Usually, the native calculation, operations in python are all able to be abstracted to functions, for the values can be mapped as the arguments of the function, and the function’s return value is the calculation’s result. For example, native + operator can be transformed to __add__ function (actually it has already been define in operators module and can be imported in your code), the expression \(1 + 2 = 3\) can be transformed to function-based expression of \(\_\_add\_\_(1, 2) = 3\). In mathematical form, the transformed functions can be tagged as \(f\).

../../_images/treelize_demo.gv.svg

And if we need to expand these function to support the similar calculation on the TreeValue instances (just like the graph shows above), we will need to expand the function \(f\) to a new tree-supported function which is named \(f_T\). For example, the __add__ function for native integers can be seen as function \(f\), while the _add__ function on the TreeValue in the example above is the expanded function \(f_T\).

Note

Actually, the function \(f_T\) will not change any mathematical properties when all the arguments are native values.

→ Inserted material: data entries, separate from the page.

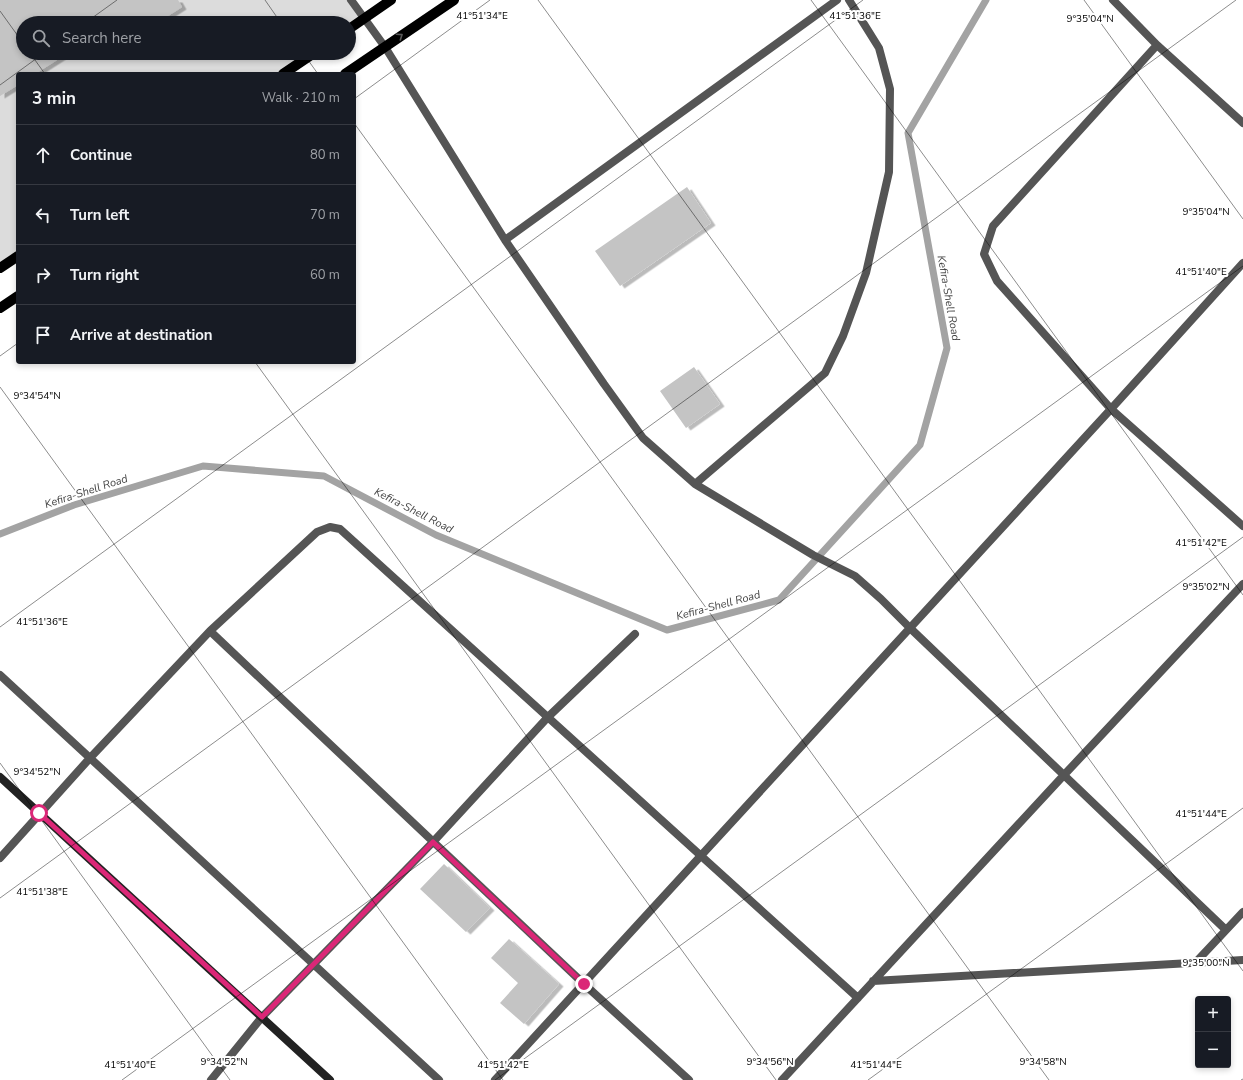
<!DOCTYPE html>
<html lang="en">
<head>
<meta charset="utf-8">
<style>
  body { margin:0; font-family:"Nunito Sans",sans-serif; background:#20242c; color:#f1f3f6 }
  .controls { position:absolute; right:12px; bottom:12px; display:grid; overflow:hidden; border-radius:4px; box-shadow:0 2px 6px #0003 }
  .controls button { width:36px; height:36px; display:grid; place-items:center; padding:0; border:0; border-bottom:1px solid #363941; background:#171b24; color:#f1f3f6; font:20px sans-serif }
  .stop { position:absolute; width:12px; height:12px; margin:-9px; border:3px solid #db2777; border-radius:50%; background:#fff }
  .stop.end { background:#db2777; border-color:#fff; box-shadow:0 1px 4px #0008 }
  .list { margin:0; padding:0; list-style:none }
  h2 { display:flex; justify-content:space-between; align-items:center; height:52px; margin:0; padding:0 16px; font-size:17px }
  h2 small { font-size:13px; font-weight:400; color:#9ea1a6 }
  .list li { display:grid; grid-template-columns:26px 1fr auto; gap:12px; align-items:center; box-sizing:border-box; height:60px; padding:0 16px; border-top:1px solid #363941 }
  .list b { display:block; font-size:15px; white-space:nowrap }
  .list em { font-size:13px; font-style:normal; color:#9ea1a6 }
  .icon { flex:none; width:22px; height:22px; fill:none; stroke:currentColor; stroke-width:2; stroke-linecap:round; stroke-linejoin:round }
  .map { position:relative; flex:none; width:1243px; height:1080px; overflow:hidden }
  .search { position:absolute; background:#171b24; box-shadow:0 2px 6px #0003; left:16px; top:16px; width:340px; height:44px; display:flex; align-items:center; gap:10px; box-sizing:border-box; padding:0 14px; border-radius:22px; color:#9ea1a6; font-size:15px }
  .panel { position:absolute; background:#171b24; box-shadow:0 2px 6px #0003; left:16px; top:72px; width:340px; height:292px; border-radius:4px }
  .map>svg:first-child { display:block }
</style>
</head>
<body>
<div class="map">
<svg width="1243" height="1080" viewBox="0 0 1243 1080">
  <defs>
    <filter id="shadow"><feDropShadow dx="4.5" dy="2.5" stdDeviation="0" flood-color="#0004"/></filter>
  </defs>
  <rect width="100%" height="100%" fill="#fff"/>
  <!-- green -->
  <path fill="#dcdcdc" d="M 0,0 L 351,0 L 364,19 L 349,23 L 23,23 L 23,53 L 314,53 L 283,74 L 18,74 L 18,256 L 0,268 Z"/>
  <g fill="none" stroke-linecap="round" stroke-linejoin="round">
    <!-- stream -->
    <path stroke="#a3a3a3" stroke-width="7" d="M 0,534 L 74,505 L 203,466 L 324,476 L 436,535 L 667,630 L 779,600 L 920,445 L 947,348 L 908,133 L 986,0"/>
  </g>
  <!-- building -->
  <path fill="#c4c4c4" filter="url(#shadow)" d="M 0,0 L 178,0 L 182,7 L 157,23 L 23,23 L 23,53 L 68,53 L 35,74 L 18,74 L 18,85 L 0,96 Z
    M 687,187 L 711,223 L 620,286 L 595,251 Z
    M 694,367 L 720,404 L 686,428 L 660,391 Z
    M 444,864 L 490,908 L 466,932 L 420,889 Z
    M 509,939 L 559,984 L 524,1024 L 500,1003 L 518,983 L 491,958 Z"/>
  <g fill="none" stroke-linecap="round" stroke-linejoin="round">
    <!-- street -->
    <path stroke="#555" stroke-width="8" d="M 351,0 L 385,47 L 505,240 L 604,384 L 643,438 L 695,484 L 813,555 L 855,576 L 881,599 L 910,628 L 1226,930
      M 1113,0 L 1157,45 L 1243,123
      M 1157,45 L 993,226 L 984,254 L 997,281 L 1111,409 L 1243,526
      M 505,240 L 837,0
      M 695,484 L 825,373 L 843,336 L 866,273 L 889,172 L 890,89 L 879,48 L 849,0
      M 210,631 L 584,984 L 689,1080
      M 0,675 L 439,1080
      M 0,858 L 90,758 L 210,631 L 317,532 L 330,527 L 340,529 L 858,998
      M 1196,962 L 1243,912
      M 873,981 L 1243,960
      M 211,1080 L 262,1017 L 433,842 L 548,717 L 635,634
      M 495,1080 L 1111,409 L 1243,263
      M 782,1080 L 1064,775 L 1243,584"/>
    <!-- secondary -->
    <path stroke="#222" stroke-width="8" d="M 0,777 L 330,1080"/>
    <!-- primary -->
    <path stroke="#000" stroke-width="10" d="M 349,29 L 391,0
      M 283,74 L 314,53
      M 345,74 L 454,0
      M 0,268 L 18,256
      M 0,308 L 18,296"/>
  </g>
  <!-- one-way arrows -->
  <defs><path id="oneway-chevron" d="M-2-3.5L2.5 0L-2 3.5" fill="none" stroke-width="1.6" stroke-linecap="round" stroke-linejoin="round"/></defs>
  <use stroke="#595959" href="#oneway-chevron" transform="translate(400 36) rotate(-34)"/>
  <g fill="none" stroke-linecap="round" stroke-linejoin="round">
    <!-- route -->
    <path stroke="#db2777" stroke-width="5" d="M 39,813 L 262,1017 L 433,842 L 584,984"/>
  </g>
  <!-- ticks -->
  <path fill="none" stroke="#000" stroke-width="1" stroke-opacity="0.45" d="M 265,0 L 281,23M 538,0 L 1243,971M 811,0 L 1243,595M 1084,0 L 1243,219M 0,11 L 23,43M 85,23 L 117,0M 30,53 L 45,74M 303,53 L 318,74M 0,85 L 44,53M 354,99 L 490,0M 354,123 L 1049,1080M 0,356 L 18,343M 255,362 L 776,1080M 0,387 L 503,1080M 0,627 L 863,0M 0,763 L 230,1080M 0,898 L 1236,0M 122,1080 L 1243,266M 495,1080 L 1243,537M 868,1080 L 1243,808M 1241,1080 L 1243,1079"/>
  <g text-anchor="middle" stroke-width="4" stroke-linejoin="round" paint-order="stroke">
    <!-- water labels -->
    <g font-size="11" font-style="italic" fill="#444" stroke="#fff">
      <text transform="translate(949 298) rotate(80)" y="4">Kefira-Shell Road</text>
      <text transform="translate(86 491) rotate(-18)" y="4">Kefira-Shell Road</text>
      <text transform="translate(414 510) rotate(27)" y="4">Kefira-Shell Road</text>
      <text transform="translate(718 605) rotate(-15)" y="4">Kefira-Shell Road</text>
    </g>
  </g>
  <g font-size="10" text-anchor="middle" fill="#000" stroke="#fff" stroke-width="4" stroke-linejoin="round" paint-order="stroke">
    <text x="855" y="19">41°51'36"E</text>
    <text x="482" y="19">41°51'34"E</text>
    <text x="1090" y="22">9°35'04"N</text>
    <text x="1206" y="215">9°35'04"N</text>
    <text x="1201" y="275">41°51'40"E</text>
    <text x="37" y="399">9°34'54"N</text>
    <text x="1201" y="546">41°51'42"E</text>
    <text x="1206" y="590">9°35'02"N</text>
    <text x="42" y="625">41°51'36"E</text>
    <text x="37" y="775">9°34'52"N</text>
    <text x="1201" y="817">41°51'44"E</text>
    <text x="42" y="895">41°51'38"E</text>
    <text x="1206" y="966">9°35'00"N</text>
    <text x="224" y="1065">9°34'52"N</text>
    <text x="770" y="1065">9°34'56"N</text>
    <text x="1043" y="1065">9°34'58"N</text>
    <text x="130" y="1068">41°51'40"E</text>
    <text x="503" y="1068">41°51'42"E</text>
    <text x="876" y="1068">41°51'44"E</text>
  </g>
</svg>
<div class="controls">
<button>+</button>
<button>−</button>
</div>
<div class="stop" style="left:39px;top:813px"></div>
<div class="stop end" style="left:584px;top:984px"></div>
<div class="search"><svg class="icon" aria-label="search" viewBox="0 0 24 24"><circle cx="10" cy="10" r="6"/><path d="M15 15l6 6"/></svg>Search here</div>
<section class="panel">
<h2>3 min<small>Walk · 210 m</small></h2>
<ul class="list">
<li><svg class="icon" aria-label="ahead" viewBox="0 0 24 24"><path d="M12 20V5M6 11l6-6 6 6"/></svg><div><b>Continue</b></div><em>80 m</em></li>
<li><svg class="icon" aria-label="left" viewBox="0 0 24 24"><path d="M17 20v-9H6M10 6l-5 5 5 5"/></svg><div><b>Turn left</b></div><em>70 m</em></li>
<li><svg class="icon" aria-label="right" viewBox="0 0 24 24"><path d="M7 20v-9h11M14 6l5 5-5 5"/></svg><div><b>Turn right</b></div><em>60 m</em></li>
<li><svg class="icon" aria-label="arrive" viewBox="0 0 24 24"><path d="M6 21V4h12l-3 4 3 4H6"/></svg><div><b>Arrive at destination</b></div></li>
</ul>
</section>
</div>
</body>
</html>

Expressed in symbolic expression is (all the \(a_i \left(0 \leq i \leq n\right)\), satisfies that \(a_i\) is a native value).

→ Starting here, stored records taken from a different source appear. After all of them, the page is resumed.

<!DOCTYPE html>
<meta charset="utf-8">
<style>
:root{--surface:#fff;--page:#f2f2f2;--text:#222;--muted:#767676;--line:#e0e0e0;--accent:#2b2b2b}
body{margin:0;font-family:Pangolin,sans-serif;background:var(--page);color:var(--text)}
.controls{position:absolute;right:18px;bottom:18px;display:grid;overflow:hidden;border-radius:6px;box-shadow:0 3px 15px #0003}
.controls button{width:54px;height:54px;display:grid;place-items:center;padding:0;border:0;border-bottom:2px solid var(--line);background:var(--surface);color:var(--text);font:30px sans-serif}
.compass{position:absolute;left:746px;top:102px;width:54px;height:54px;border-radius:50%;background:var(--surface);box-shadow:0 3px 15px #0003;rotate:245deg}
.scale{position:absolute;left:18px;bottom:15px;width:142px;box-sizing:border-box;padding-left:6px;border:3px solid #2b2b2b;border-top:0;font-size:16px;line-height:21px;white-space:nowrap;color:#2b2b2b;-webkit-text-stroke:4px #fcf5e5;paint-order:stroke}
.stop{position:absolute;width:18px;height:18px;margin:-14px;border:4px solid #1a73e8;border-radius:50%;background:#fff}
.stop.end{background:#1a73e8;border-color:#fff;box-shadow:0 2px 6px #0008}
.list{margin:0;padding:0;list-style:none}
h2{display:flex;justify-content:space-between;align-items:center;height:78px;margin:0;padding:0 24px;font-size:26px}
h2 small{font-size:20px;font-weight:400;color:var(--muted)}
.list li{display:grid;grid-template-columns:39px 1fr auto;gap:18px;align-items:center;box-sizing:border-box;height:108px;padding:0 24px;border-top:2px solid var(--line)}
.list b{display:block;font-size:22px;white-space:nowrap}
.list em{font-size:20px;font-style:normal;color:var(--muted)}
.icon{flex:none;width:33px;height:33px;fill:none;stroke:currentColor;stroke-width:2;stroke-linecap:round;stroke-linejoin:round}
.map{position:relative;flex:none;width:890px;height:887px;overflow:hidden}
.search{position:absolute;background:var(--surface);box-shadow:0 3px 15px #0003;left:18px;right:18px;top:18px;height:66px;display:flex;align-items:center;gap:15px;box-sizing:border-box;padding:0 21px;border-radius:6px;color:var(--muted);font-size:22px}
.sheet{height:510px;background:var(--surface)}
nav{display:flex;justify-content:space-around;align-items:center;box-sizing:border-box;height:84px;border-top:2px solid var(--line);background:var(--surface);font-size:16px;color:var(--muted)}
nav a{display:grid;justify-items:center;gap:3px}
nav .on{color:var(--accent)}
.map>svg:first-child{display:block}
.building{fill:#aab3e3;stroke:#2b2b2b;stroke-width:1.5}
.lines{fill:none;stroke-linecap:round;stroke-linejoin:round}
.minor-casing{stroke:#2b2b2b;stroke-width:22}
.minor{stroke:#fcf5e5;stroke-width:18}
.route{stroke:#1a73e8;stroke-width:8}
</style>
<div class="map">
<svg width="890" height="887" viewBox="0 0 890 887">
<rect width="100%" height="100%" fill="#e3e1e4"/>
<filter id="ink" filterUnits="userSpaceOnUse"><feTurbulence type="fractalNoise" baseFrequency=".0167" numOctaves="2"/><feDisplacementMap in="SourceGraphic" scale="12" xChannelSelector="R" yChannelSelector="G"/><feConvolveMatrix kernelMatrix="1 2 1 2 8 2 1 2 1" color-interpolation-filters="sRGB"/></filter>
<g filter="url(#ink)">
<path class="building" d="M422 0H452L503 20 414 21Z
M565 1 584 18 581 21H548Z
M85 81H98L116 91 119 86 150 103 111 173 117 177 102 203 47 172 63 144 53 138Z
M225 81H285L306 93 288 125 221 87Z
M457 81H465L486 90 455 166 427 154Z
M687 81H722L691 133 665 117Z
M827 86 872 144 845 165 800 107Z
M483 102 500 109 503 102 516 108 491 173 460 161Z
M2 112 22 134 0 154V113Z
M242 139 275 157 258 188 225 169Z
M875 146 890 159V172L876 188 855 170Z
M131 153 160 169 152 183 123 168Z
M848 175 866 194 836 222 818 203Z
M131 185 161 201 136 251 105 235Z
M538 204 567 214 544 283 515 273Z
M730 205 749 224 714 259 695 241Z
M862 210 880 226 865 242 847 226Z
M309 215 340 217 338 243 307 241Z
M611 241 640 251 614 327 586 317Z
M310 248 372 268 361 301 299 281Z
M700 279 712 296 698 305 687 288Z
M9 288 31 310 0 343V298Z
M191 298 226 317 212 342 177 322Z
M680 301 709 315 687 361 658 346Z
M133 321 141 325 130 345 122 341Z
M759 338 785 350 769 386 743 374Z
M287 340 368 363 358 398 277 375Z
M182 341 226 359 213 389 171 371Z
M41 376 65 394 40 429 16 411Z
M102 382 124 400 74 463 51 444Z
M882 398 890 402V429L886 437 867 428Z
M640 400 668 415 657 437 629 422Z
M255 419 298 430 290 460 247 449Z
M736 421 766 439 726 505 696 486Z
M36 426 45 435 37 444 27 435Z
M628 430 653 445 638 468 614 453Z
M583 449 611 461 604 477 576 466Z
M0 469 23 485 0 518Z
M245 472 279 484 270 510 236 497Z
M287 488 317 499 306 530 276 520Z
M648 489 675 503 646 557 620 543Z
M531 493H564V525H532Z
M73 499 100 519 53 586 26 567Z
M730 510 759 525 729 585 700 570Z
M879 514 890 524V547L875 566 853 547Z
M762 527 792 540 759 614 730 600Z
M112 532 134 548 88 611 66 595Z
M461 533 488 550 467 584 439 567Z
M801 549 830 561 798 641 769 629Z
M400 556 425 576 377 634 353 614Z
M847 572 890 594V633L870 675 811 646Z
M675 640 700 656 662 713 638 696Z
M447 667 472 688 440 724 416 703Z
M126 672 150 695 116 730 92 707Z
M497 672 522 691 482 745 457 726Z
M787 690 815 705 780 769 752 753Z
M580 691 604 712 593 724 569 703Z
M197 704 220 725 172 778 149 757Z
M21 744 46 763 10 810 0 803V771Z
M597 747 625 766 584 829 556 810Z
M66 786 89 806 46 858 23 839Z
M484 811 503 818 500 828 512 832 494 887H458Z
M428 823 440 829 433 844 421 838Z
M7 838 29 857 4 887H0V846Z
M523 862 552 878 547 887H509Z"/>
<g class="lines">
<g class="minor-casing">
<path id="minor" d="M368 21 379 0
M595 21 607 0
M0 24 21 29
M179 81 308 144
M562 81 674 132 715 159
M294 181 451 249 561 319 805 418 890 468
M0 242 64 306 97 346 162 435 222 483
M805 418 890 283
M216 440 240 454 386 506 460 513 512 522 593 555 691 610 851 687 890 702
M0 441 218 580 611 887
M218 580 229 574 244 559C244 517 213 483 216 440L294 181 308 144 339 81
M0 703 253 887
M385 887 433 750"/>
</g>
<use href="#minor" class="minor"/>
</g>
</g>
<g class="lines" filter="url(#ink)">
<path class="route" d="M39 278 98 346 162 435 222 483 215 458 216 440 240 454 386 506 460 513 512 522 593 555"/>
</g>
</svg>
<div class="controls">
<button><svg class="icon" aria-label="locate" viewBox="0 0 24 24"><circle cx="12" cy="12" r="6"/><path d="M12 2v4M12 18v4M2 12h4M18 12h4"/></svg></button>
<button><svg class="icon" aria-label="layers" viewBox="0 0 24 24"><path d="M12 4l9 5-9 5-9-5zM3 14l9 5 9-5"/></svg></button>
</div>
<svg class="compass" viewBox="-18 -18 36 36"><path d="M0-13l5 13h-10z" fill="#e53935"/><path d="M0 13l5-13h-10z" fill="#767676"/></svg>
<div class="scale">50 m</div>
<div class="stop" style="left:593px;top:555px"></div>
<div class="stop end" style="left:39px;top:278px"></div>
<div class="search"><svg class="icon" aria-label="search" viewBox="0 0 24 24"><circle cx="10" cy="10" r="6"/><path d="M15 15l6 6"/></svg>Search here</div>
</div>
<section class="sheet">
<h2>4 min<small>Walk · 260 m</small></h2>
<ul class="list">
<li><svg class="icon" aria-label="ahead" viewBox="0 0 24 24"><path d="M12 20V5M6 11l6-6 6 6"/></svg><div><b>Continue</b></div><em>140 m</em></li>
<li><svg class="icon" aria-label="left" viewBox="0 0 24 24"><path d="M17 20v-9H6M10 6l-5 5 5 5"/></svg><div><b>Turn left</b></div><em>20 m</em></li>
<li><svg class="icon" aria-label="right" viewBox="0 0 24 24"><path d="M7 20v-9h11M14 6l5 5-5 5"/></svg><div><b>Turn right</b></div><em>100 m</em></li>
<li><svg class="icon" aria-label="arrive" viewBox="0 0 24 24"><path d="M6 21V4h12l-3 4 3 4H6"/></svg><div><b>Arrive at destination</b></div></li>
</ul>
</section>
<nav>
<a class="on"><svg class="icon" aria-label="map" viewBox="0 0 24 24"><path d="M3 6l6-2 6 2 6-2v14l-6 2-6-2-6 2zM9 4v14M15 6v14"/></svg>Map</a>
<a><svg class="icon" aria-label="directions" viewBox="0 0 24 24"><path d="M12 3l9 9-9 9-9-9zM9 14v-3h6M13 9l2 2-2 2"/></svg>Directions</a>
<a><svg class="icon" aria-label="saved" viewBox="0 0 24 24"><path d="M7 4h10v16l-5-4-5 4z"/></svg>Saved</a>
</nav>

\[\forall \left\{ a_i \right\} \left( 0 \leq i \leq n\right), f_T\left(a_0, a_1, \cdots, a_n\right) = f\left(a_0, a_1, \cdots, a_n\right)\]

Based on this mathematical property, treelize operation to the native functions will not change its original property, when you are using it as a native function, you will feel native special than usual.

So we can define this kind of mappings from function \(f\) to \(f_T\) as mapping \(T\), so the treelize process can be expressed in the following symbolic form:

\[f_T = T\left( f \right)\]

Based on this, the actual tree-based calculation’s process can be expressed as:

\[f_T\left(a_0, a_1, \cdots, a_n\right) \ = T\left(f\right)\left(a_0, a_1, \cdots, a_n\right)\]

The TreeValue and treelize functions are the core features that supported this project, and all of the calculation. The TreeValue is implemented as class TreeValue in this project (the extended one is called FastTreeValue), and treelize is implemented as function func_treelize in this project (the treelize function for instance methods and class methods are called method_treelize and classmethod_treelize.